Jackson is still the cheapest stock in all relevant sections. When comparing Jackson to Brighthouse (the closest peer), Jackson is trading at around half Brighthouse’s valuation. Even looking at the price to operating profit ratio, Jackson still only trades at 1.68x. I still believe this is very low for a top quality boring company. Something missing from these charts is that Jackson has $2.674 billion in cash and cash equivalents on its balance sheet and currently has a market capitalization of $2.470 billion. A market capitalization on cash and cash equivalents of 0.92x.
Returns to shareholders
Jackson aims to return between $425 million and $525 million to shareholders this year. That’s roughly the equivalent of 17-21.5% of the business in a year. The returns to shareholders consist of a quarterly dividend of $0.55 yielding a yield of approximately 7% and a share buyback of up to $338 million.
Annuity companies generally perform better in a rising rate environment because their products will generate a higher return for customers, making them more attractive. At the same time, annuities are often preferred to bonds because their price does not drop like bonds do in a rising rate environment. As central banks in the western world raise the overnight rate, they saw the yield on annuities rise, which should lead to new inflows into annuities.

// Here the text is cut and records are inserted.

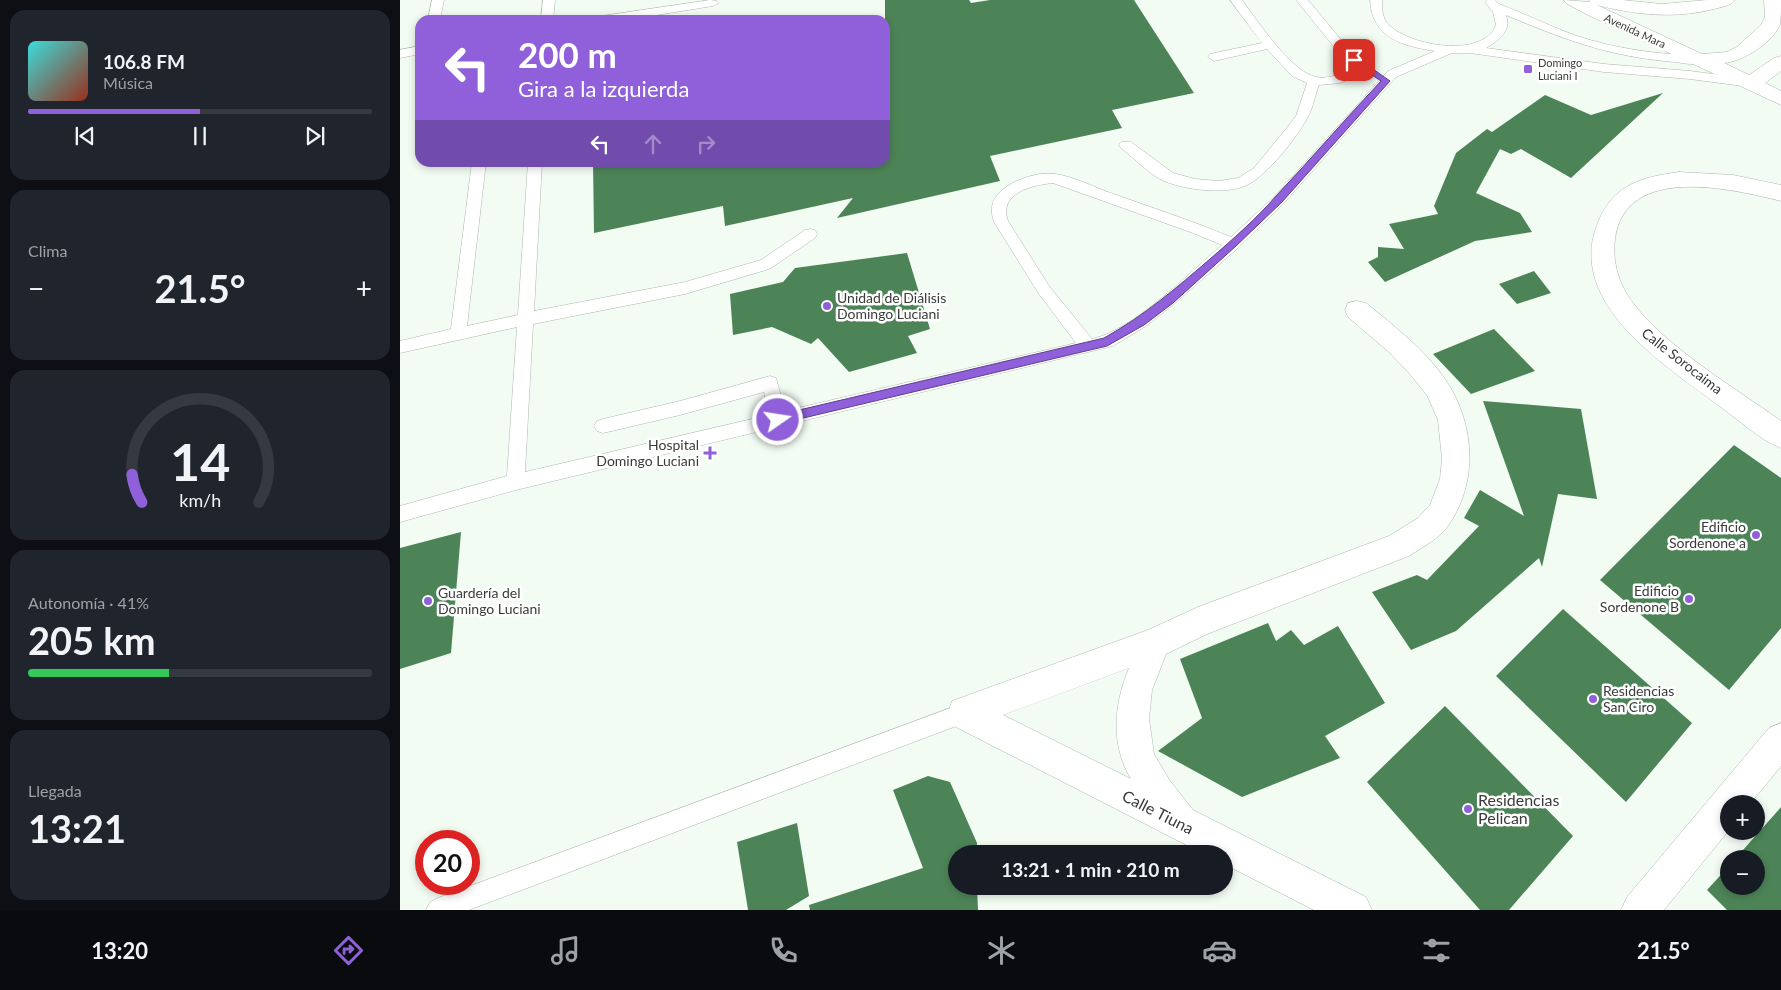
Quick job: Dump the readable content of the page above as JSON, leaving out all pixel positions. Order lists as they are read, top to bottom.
{
  "streets": {
    "street": ["Avenida Mara", "Calle Sorocaima", "Calle Tiuna"]
  },
  "places": {
    "transit": ["Domingo Luciani I"],
    "other": [
      "Unidad de Diálisis Domingo Luciani",
      "Edificio Sordenone a",
      "Edificio Sordenone B",
      "Guardería del Domingo Luciani",
      "Residencias San Ciro",
      "Residencias Pelican"
    ],
    "health": ["Hospital Domingo Luciani"]
  },
  "page": {
    "turn": ["200 m", "Gira a la izquierda"],
    "song": ["106.8 FM", "Música"],
    "tile": [
      "Clima",
      ["Autonomía · 41%", "205 km"],
      ["Llegada", "13:21"]
    ],
    "heat": ["−", "21.5°", "+"],
    "map_buttons": ["+", "−"],
    "limit": "20",
    "trip": "13:21 · 1 min · 210 m",
    "tabs": ["13:20", "21.5°"],
    "gauge": ["14", "km/h"]
  }
}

Additional demand is being created by market instability and geopolitical uncertainty as investors seek safe havens. As the Russian-Ukrainian conflict continues and tensions continue to rise, investors should continue to seek safety. Annuities are comparable to a life insurance policy in terms of security. For many investors who want income from their portfolio, an annuity makes more sense than a life insurance policy. An annuity also tends to hold its value better than bonds. These factors are attractive to investors and savers with a low tolerance for risk.
Inflation effectively works like a tax on your capital, lowering your total return. Realizing this can make an investment in an annuity much less attractive because, at least in real terms, many investors will experience a real loss. This makes them even less attractive to the majority of people buying annuities who are retirees who will be using the payments to live on and may need their investment to last for a long time. Jackson specializes in this type of investing and has several risk management techniques to mitigate these risks, but basic inflation risk will remain on many investors’ minds.
Asset market decline
Falling prices in the asset market will prove to be a headwind for Jackson for two reasons. The first is that the company’s stock price will struggle to rise when the overall market is down. This is especially true with a high percentage of institutional owners who may be looking to sell to strengthen their balance sheets. The second is the effect of falling bond and mortgage prices. These constitute the majority of the assets held and are mostly hedged. However, if you look at their earnings presentation, if we start to see a slump in risk assets instead of the orderly selling that we’ve had, that will be negative.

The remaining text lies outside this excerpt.